───── Source material ─────
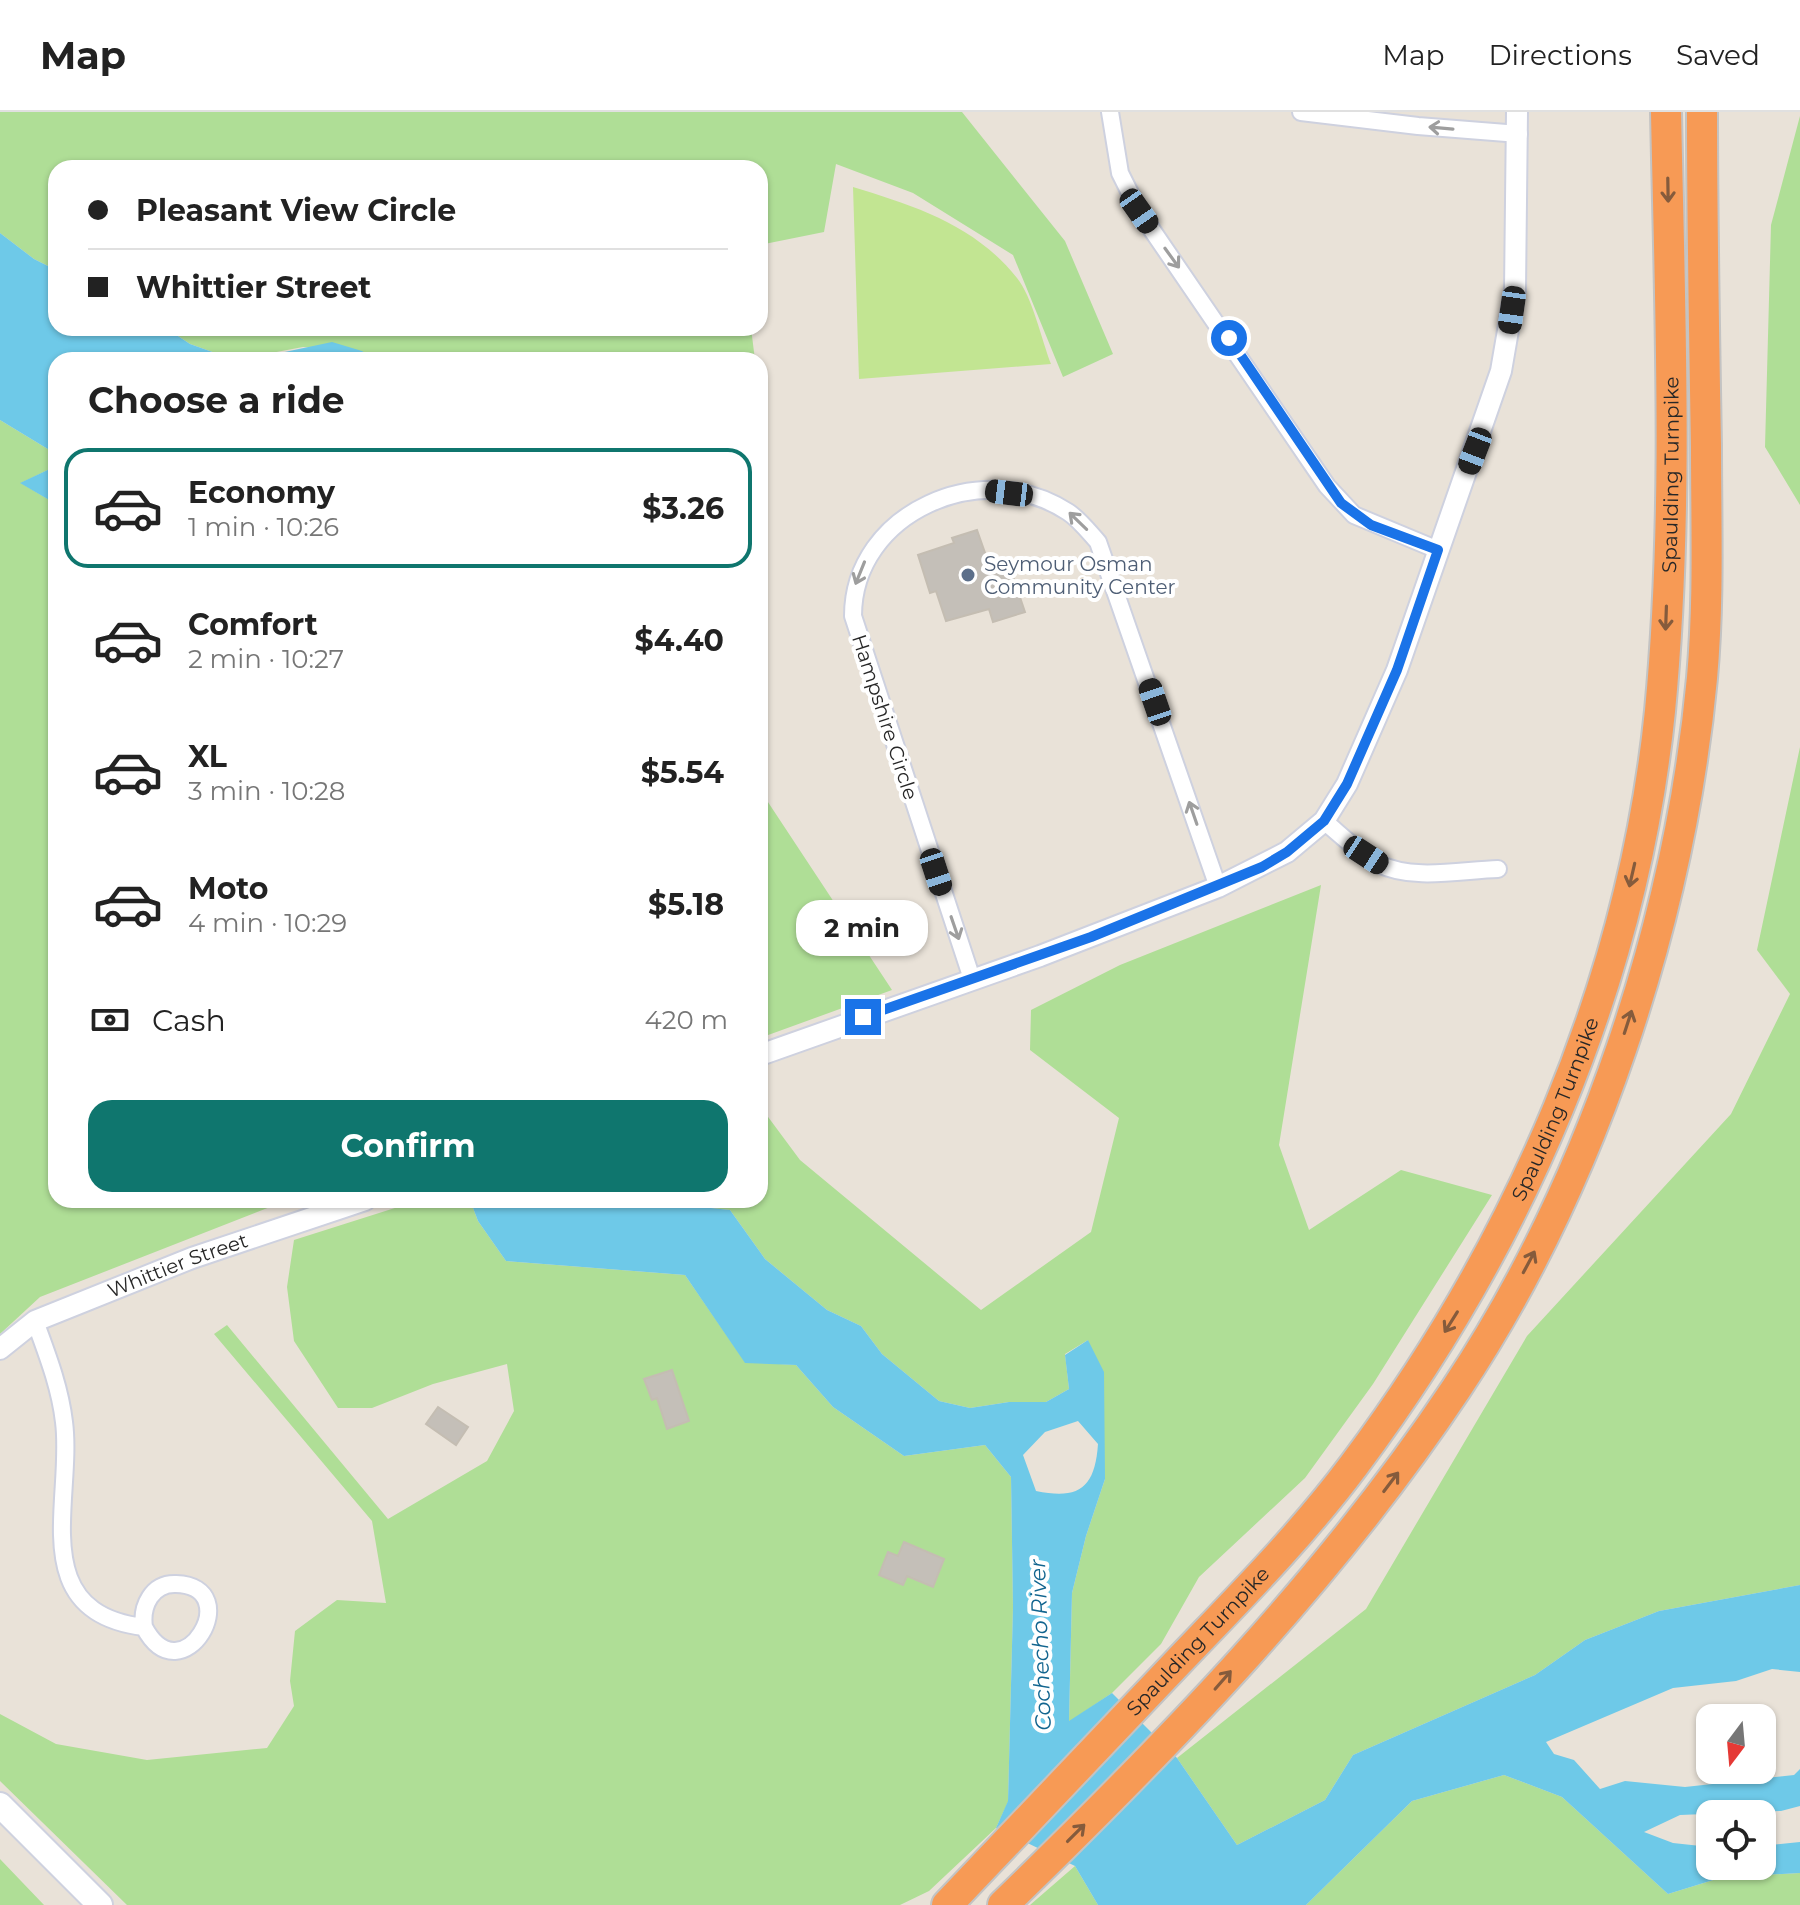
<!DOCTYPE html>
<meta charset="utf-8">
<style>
:root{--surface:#fff;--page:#f2f2f2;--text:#222;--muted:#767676;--line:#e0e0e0;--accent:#0f766e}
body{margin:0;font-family:Montserrat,sans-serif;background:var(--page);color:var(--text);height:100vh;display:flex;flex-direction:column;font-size:30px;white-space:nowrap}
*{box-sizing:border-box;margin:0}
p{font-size:26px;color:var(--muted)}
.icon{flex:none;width:44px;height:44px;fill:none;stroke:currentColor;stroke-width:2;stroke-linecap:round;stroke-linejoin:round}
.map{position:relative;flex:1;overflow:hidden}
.sheet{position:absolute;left:48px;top:240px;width:720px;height:856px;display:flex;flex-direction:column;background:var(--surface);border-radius:24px;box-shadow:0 2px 6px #0004}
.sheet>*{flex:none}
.top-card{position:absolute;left:48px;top:48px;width:720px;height:176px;border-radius:24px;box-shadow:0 2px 6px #0004;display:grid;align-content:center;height:176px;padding:0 40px;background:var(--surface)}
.needle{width:52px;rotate:196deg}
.tools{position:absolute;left:1696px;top:1592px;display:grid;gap:16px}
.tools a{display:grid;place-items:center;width:80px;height:80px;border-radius:16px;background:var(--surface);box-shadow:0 2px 6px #0004;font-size:40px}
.end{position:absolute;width:36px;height:36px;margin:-18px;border:10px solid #1a73e8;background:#fff;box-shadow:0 0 0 4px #fff}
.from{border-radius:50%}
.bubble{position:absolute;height:56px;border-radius:24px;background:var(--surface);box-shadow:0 2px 6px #0004;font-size:26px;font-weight:700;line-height:56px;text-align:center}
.car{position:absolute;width:24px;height:48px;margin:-24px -12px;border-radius:10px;box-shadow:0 0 6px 2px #0007;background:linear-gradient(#222 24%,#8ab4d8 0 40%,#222 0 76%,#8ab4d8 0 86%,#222 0)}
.top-card b{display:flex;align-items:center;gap:28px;height:76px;font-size:30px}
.top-card b+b{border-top:2px solid var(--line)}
.top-card i{width:20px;height:20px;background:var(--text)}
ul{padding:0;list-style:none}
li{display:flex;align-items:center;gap:24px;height:120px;margin:0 16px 12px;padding:0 24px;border:4px solid transparent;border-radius:24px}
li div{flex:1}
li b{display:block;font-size:30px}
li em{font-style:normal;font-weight:700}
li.current{border-color:var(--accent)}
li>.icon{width:72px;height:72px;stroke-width:1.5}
h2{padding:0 40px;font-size:36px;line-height:96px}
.pay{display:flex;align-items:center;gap:20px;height:88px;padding:0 40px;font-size:30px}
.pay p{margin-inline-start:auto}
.cta{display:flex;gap:16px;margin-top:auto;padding:16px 40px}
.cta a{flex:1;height:92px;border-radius:24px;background:var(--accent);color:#fff;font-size:32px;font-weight:700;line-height:92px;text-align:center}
header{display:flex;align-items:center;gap:48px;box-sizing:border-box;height:112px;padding:0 40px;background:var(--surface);border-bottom:2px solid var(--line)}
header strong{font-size:38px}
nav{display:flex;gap:44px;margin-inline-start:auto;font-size:28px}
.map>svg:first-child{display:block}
.green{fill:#afde96}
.pitch{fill:#c2e592}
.water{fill:#6ec9e8;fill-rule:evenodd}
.building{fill:#c4bfb8;stroke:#c4bdb2;stroke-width:2}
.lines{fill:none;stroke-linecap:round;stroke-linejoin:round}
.minor-casing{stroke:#ced1df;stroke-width:20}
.tertiary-casing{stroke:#ced1df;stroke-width:24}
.secondary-casing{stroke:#ced1df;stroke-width:28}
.motorway-casing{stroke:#c3c3c3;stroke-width:34}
.minor{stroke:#fff;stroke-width:16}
.tertiary{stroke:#fff;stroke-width:20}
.secondary{stroke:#fff;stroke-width:24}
.motorway{stroke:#f79a55;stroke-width:30}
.oneway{stroke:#9e9e9e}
.oneway2{stroke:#855b3c}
.route{stroke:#1a73e8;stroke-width:10}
.service-dot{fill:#5c6f8a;stroke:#fff;stroke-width:3}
.labels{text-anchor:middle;stroke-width:8;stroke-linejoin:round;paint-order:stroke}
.street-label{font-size:20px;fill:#272727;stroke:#fff}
.service-label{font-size:20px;fill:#4e5e75;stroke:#fff;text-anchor:start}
.water-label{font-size:22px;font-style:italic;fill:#12658f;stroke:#fff}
</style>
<header>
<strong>Map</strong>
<nav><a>Map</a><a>Directions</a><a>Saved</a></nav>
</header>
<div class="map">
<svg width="1800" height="1793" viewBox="0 0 1800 1793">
<rect width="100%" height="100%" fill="#e9e2d8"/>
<path class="green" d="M0,0h962l103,129 48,113 -50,23 -50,-122 -100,-62 -77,-29 -12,68 -64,13v-77h-704v102l-22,-11 -34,-26z
M1800,4v389l-35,-58 6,-222z
M166,216h585l4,32h-379l-15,-9 -58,-4 -68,13 -45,-16z
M0,308l56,34v12l-35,17 35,21v696h232l-248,97 -40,37z
M1800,635v838l-141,26 -74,29 -50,35 -182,80 -28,45 -88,45 -60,-87 189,-149 161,-273 204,-222 59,-120 -33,-44z
M760,678l132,200 -132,48z
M1321,773l-42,260 30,85 92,-60 91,25 -119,189 -68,94 -106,99 -38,67 -49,49 -43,29 3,-129 14,-57 19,-57 -17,-139 -23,14 4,35 -23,13h-37l-39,6 -31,-7 -57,-47 -21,-28 -34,-16 -62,-51 -35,-49 -95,-10h125v-94l40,54 181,150 110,-78 28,-114 -89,-68 1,-40 89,-45z
M420,1088h50l8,21 28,40 179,14 60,87 51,3 37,42 71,49 81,-11 26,32 2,130 -5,195 -12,26 -67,63 -29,14h-773l-127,-124v-67l56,30 91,16 120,-12 27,-42 -4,-25 5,-50 42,-31 49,3 -14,-82 -158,-187 13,-9 161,194 99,-58 27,-50 -7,-47 -74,20 -61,24h-34l-44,-67 -7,-54 7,-47z
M1504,1663l58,22 106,97 55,-17 77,-4v32h-494l106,-104z
M0,1747l44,46h-44z
M1075,1754l23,39h-68z"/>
<path class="pitch" d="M853,75c62,19 122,38 164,91 15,18 25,63 34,86l-192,15z"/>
<path class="water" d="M0,121l34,26 22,11v58h110l24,16 45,16h-179v94l-56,-34z
M332,230l30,9 14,9h-129z
M56,354v38l-36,-21z
M470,1088h165l95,10 35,49 62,51 34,16 21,28 57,47 31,7 39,-6h37l23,-13 -4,-34 23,-15 16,32 1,107 -19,57 -14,57 -3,128 43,-28 65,65 60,87 88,-45 28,-45 182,-80 50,-35 74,-29 141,-26v87l-28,-3 -36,12 -63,7 -127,54 8,12 20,6 26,29 25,-8 60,6 109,-12 6,-6v37l-19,5 -101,4 -36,17 29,11 37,4v19h52v-20l38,-4v31l-77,4 -55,17 -106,-97 -58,-22 -92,26 -106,104h-208l-23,-39 -79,-38 12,-27 5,-194 -2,-130 -26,-32 -81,11 -71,-49 -37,-42 -51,-2 -60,-88 -179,-14 -28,-40zM1078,1309l20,23c-3,44 -19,56 -62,47l-13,-36 22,-23z"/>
<path class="building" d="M977,418l13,37 18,-5 17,50 -32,10 -4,-13 -43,12 -10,-30 -6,2 -12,-38 36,-12 -2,-5z
M672,1258l17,51 -22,8 -10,-31 -5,2 -8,-21z
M438,1295l30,20 -12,18 -30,-21z
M904,1430l40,17 -11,28 -26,-11 -4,9 -24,-10 9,-23 10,4z"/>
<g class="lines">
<g class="minor-casing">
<path id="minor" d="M1110,0l10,61 19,38 188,275 27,29 84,35
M1301,0l117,14 101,8
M1324,709c17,14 35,32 55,43 34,17 83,6 119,5
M972,867l-119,-363c0,-104 130,-160 215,-104 11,7 21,20 30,30l120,345
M35,1209c12,33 25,66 29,101 10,77 -40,191 80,205 -3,-21 8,-44 32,-43 72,2 6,115 -32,43"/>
</g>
<g class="tertiary-casing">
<g id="tertiary">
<path d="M760,943l280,-99 178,-69 69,-35 37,-31 23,-37 50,-114 104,-299 14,-81 2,-178"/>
<path id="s1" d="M0,1237l35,-28 157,-63 173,-58"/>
</g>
</g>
<g class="secondary-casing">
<path id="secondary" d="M0,1693l100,100"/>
</g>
<g class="motorway-casing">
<g id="motorway">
<path id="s2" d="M947,1793c77,-81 154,-162 231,-243 61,-64 123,-126 176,-197 164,-219 278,-479 306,-754 19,-198 10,-400 6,-599"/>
<path d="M1003,1793c164,-159 326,-325 453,-516 136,-204 223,-467 246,-711 7,-77 4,-155 4,-232 -2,-111 -4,-223 -4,-334"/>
</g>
</g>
<use href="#minor" class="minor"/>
<use href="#tertiary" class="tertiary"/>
<use href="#secondary" class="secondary"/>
<use href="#motorway" class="motorway"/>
</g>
<defs><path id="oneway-shaft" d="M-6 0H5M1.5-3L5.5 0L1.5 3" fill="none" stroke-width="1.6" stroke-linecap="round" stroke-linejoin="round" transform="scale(2)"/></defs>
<g class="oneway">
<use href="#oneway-shaft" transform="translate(1441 16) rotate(-175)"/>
<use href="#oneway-shaft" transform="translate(1172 146) rotate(54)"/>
<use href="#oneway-shaft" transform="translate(1078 409) rotate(-136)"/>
<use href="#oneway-shaft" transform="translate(860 461) rotate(112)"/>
<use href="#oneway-shaft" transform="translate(1193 701) rotate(-109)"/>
<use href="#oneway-shaft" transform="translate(955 816) rotate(71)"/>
</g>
<g class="oneway2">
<use href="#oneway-shaft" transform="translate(1668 78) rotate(89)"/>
<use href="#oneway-shaft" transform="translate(1666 506) rotate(92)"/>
<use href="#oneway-shaft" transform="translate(1632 763) rotate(103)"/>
<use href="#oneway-shaft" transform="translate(1628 910) rotate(-72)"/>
<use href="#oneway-shaft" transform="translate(1529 1150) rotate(-62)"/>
<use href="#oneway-shaft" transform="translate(1451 1210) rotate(122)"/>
<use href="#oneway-shaft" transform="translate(1391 1370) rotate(-53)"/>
<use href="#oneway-shaft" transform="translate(1223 1568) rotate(-49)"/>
<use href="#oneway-shaft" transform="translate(1076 1721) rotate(-45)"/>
</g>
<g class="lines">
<path class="route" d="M863,905l228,-80 171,-70 25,-15 37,-31 23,-37 50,-114 41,-120 -67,-25 -30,-22 -112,-165"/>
</g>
<circle class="service-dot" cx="968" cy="463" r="8"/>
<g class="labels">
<g class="street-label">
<text dy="7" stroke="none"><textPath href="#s2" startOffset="1660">Spaulding Turnpike</textPath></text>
<text transform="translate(885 605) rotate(72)" y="7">Hampshire Circle</text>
<text dy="7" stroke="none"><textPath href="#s2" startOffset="1010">Spaulding Turnpike</textPath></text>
<text dy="7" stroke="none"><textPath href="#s1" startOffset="198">Whittier Street</textPath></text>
<text dy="7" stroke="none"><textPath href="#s2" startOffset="364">Spaulding Turnpike</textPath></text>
</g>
<g class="service-label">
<text x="984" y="459">Seymour Osman<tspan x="984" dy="23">Community Center</tspan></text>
</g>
<g class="water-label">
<text transform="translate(1040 1533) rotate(-92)" y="8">Cochecho River</text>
</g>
</g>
</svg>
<div class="tools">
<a><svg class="needle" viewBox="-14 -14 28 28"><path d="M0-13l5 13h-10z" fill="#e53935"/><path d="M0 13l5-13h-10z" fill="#767676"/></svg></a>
<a><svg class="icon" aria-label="locate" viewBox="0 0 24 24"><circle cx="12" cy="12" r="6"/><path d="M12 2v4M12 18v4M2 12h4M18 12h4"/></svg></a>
</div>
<i class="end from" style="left:1229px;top:226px"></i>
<i class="end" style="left:863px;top:905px"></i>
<div class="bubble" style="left:796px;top:788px;width:132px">2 min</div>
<i class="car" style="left:1139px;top:99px;rotate:145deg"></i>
<i class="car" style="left:1512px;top:198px;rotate:188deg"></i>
<i class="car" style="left:1475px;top:339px;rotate:201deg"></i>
<i class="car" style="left:1009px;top:381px;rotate:277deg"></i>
<i class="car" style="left:1155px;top:590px;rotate:341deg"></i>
<i class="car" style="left:1366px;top:743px;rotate:123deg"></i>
<i class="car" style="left:936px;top:760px;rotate:162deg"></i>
<div class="top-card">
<b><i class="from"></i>Pleasant View Circle</b>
<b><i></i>Whittier Street</b>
</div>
<section class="sheet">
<h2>Choose a ride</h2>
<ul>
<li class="current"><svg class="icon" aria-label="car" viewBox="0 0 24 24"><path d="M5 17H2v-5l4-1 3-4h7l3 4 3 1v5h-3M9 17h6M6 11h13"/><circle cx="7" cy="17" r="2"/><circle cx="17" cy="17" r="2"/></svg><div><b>Economy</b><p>1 min · 10:26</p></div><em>$3.26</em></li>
<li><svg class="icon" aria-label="car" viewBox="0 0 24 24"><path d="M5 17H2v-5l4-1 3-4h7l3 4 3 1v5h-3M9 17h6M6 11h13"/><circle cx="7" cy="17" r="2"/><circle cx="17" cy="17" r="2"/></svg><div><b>Comfort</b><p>2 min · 10:27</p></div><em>$4.40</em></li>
<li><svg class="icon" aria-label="car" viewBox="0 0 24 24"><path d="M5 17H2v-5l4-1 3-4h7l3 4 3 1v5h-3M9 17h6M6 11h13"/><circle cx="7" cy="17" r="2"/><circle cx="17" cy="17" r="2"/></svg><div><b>XL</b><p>3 min · 10:28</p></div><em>$5.54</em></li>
<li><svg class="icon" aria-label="car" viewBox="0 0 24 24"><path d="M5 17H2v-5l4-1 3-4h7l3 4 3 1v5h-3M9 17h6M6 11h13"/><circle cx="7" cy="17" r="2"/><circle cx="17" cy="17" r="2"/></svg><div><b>Moto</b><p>4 min · 10:29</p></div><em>$5.18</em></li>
</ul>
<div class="pay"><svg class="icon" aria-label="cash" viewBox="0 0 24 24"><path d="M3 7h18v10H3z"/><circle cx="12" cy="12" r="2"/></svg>Cash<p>420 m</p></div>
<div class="cta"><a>Confirm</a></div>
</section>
</div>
─────
* The problem *
Pull every line with the string "strong" out of the material.

* Written response *
header strong{font-size:38px}
<strong>Map</strong>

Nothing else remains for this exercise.